Okay, four inches isn’t very much of a step, I know. Can you guess how many people have tripped on that step? Me neither, because I don’t know exactly how many people have been in the house since it was built. I can guarantee you that’s the same number that have had near death experiences while trying to pass innocently from one side of that cliff to the other. I personally have tagged, tripped, wobbled over, and stubbed into it a least four million times in the past eleven years. Sometimes loudly. Sometimes gravity took over and I kissed the floor. There’s been instances of people teleporting into the living room loudly, using only a dining room chair that attempted to stay balanced on only three legs. You’re not really a member of this family until you’ve nearly died going into, or coming out of, our dining room. Call it a rite of “passage”. The phrase “watch the step” is quite well used around here. After you’ve neglected to heed that warning the phrase you hear next is “there’s a step there”. That’s what is heard while you are either picking yourself up from the linoleum or, after a near miss, trying to slow your heartbeat down to a non-stroke inducing rhythm. It’s like the weather. We all get a piece of it.

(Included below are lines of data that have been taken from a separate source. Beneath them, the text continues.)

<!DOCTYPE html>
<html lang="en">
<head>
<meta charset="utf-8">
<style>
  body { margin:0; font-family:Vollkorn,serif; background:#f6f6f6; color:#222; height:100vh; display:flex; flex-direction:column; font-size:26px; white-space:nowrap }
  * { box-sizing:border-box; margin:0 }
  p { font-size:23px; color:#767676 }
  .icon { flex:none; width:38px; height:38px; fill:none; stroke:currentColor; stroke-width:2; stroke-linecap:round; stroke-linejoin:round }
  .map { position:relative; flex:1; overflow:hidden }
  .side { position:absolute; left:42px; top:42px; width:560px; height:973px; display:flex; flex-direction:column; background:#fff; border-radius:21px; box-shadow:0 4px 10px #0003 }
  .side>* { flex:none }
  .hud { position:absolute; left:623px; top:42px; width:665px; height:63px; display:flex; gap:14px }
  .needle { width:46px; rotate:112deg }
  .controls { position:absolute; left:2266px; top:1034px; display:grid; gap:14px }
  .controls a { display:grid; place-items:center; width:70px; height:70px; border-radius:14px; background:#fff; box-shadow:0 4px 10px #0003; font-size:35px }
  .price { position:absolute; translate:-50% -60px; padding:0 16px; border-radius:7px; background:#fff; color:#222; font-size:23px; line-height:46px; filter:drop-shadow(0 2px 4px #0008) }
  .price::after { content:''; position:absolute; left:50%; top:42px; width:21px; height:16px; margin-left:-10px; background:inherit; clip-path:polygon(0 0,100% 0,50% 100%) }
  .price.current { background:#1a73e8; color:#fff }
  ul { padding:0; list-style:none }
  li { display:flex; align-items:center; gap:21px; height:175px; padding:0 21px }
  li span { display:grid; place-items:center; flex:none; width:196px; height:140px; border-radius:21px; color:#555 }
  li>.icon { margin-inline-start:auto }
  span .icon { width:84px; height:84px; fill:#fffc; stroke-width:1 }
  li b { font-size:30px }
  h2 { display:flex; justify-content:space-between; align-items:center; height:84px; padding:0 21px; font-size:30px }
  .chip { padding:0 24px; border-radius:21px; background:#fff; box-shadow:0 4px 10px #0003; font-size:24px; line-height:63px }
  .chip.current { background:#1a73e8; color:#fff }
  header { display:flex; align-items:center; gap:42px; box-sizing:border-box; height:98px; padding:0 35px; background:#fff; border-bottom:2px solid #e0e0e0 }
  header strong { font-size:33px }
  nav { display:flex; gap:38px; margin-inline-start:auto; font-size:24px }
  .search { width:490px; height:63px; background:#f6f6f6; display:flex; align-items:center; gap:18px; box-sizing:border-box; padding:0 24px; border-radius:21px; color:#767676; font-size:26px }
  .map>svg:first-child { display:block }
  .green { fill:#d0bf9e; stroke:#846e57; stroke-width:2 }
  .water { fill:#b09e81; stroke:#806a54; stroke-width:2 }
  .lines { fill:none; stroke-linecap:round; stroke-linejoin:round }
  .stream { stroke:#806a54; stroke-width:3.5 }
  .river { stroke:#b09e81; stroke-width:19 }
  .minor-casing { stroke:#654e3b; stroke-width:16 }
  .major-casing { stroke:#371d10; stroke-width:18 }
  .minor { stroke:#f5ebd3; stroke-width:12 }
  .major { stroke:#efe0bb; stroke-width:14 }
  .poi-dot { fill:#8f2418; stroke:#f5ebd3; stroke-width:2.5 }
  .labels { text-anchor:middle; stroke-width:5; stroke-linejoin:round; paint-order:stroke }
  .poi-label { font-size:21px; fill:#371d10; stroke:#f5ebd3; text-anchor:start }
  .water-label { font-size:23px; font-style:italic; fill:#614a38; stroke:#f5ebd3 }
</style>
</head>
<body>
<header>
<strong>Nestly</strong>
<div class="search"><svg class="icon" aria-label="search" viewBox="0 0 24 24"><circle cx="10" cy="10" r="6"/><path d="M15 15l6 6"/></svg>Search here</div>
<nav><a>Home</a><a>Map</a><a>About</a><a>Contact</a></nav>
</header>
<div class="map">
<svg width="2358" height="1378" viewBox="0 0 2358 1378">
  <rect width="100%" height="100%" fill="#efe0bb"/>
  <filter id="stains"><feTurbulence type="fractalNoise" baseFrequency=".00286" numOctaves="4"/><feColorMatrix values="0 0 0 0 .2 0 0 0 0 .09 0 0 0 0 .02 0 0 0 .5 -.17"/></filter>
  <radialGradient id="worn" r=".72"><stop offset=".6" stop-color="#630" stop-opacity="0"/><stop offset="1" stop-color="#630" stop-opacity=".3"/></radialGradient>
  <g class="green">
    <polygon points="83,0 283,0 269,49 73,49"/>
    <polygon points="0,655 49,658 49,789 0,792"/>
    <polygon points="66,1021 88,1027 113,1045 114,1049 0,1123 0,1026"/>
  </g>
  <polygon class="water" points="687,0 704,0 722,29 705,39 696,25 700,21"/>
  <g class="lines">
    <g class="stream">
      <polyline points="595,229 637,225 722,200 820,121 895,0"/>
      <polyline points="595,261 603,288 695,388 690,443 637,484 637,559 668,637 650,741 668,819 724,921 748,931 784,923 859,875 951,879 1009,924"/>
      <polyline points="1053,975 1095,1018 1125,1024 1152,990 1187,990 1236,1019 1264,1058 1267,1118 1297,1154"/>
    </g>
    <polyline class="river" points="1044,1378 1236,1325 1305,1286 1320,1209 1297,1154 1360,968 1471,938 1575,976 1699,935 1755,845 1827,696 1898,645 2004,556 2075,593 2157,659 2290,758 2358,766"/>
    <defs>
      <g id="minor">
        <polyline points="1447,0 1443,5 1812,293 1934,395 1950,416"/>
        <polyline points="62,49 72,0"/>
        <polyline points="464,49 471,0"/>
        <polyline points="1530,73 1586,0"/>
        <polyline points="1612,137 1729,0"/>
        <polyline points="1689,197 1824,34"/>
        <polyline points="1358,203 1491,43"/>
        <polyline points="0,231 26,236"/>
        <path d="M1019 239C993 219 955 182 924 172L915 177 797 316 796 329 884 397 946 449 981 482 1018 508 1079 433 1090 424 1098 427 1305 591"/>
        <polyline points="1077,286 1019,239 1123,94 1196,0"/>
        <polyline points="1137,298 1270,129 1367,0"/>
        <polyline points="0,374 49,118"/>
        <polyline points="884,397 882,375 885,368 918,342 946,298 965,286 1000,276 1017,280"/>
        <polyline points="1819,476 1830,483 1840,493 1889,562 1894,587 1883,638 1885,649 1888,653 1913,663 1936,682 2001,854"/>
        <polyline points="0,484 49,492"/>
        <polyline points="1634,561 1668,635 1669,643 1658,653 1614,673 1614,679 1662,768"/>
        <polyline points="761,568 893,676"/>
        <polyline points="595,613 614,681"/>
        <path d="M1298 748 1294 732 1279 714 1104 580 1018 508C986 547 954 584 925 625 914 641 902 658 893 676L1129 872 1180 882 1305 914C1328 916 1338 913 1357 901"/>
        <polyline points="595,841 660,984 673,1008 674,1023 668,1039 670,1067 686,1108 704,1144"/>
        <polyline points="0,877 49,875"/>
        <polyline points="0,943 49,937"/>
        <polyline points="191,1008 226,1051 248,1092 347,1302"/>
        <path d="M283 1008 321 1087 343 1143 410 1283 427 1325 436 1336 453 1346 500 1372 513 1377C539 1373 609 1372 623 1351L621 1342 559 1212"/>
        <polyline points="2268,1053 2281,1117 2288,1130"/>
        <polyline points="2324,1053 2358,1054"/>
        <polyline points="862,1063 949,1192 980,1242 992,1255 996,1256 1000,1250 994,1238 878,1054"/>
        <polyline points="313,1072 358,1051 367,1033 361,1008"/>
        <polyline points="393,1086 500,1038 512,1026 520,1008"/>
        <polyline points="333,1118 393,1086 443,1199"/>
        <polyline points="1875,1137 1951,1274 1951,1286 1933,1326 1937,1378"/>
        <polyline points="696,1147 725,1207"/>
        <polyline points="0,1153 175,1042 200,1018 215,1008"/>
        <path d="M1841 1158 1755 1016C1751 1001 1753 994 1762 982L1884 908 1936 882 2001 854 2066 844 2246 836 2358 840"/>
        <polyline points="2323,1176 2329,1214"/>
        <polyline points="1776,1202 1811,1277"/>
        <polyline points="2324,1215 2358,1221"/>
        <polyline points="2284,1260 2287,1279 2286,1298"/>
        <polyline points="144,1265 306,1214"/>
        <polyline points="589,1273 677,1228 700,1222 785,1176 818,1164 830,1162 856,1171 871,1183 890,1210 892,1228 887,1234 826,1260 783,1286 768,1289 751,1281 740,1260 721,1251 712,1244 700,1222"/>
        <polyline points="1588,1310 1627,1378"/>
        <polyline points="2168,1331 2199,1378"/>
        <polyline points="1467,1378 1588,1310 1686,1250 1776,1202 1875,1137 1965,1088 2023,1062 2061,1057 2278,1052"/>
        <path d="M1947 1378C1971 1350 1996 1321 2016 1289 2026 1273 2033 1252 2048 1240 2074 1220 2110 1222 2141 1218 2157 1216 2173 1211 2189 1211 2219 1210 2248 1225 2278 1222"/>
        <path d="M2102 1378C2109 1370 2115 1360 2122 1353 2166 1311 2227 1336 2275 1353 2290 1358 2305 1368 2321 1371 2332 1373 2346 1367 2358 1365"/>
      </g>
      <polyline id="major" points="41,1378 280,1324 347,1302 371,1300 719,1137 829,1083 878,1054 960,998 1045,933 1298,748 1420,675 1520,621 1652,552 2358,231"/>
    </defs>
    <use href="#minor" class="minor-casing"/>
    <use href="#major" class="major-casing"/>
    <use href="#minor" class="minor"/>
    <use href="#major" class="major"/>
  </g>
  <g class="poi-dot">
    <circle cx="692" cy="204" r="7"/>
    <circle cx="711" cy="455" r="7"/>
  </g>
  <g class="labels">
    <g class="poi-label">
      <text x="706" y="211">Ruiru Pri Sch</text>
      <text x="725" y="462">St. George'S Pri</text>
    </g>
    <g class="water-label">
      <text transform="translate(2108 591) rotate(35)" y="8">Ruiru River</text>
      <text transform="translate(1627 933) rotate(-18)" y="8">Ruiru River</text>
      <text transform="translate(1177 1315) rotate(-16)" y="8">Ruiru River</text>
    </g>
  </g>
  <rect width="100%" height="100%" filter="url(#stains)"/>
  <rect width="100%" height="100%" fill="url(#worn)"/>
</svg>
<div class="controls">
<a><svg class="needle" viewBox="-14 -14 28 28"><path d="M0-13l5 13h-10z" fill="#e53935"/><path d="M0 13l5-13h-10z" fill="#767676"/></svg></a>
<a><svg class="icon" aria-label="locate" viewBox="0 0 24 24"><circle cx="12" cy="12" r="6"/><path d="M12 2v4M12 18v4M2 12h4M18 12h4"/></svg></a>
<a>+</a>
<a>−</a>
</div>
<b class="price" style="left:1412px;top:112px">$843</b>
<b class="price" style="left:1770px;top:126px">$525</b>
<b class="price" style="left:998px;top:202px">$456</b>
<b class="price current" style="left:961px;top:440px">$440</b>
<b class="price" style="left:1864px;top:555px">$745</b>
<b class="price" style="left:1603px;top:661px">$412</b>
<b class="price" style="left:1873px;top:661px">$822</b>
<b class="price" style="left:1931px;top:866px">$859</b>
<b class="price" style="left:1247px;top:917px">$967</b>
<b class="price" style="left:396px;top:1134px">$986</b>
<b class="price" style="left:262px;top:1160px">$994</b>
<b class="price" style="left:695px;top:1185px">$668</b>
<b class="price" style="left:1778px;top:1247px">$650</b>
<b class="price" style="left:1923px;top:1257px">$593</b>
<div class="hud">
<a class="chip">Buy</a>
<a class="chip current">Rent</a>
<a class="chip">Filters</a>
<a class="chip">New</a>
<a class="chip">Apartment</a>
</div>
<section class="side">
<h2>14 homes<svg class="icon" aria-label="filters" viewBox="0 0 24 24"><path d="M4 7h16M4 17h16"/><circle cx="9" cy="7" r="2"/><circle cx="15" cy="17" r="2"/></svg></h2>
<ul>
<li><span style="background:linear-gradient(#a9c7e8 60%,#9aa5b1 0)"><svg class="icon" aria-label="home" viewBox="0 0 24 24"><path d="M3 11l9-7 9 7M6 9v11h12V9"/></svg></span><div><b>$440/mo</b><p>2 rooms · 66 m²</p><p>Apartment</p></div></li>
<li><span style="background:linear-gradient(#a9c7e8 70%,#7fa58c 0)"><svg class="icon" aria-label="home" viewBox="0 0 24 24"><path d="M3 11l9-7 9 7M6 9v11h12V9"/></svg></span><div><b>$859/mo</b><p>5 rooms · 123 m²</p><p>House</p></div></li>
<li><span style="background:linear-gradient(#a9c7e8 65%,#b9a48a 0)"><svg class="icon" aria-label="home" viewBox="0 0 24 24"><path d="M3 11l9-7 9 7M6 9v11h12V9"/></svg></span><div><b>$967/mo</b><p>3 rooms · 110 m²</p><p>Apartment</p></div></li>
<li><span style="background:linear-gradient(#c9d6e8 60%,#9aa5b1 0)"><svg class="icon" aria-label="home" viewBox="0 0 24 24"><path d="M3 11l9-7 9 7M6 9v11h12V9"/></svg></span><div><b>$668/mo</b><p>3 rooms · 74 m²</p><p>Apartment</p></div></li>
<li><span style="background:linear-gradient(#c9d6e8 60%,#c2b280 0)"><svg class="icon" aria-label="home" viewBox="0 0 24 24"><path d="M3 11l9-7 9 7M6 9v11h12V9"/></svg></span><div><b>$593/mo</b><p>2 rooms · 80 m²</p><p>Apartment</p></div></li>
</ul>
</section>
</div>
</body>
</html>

I think it’s an inspired design, that floor. It’s a lot like life. Seriously. We see the room. We want to go into the room, but there’s a step there. We know there’s a step there. We know it’s only four inches tall. Not much of an obstacle at all. We still trip on it. Sometimes we fall. Rarely, but occasionally, we will bleed as a result. We’ll cuss at it, laugh about it, and then forget about it until we “rediscover” it later. There’s so many things in life that are exactly like that step. Tiny obstacles like getting out of bed. Going to work. Having gas in your car. Shaving. Balancing a checking account without paying the bank fees. Saying the wrong thing at the wrong time. Rolling your eyes too loudly at your wife. Little things that we all trip over from time to time, although we know perfectly well they’re there. Sometimes we trip hard (and need a ride to work), and sometimes we just have a near miss (and our wife decides not to notice your eye-roll). Whether we end up with a skinned knee or just a faster heart beat we still have to pick ourselves up, learn from it, and try not to do THAT again. Then we move on. We don’t let those little trips stop us. That dining room is still a pretty good destination, and we won’t let that obstacle stop us from eating our dinner, or playing cards or a board game, because those people we love are there, too. They’ll be the ones telling us “there’s a step there”, because they care. And they’ll still think it’s funny after all these years. So whether you’re stepping over obstacles in life, or in my dining room, be careful. There’s a step there.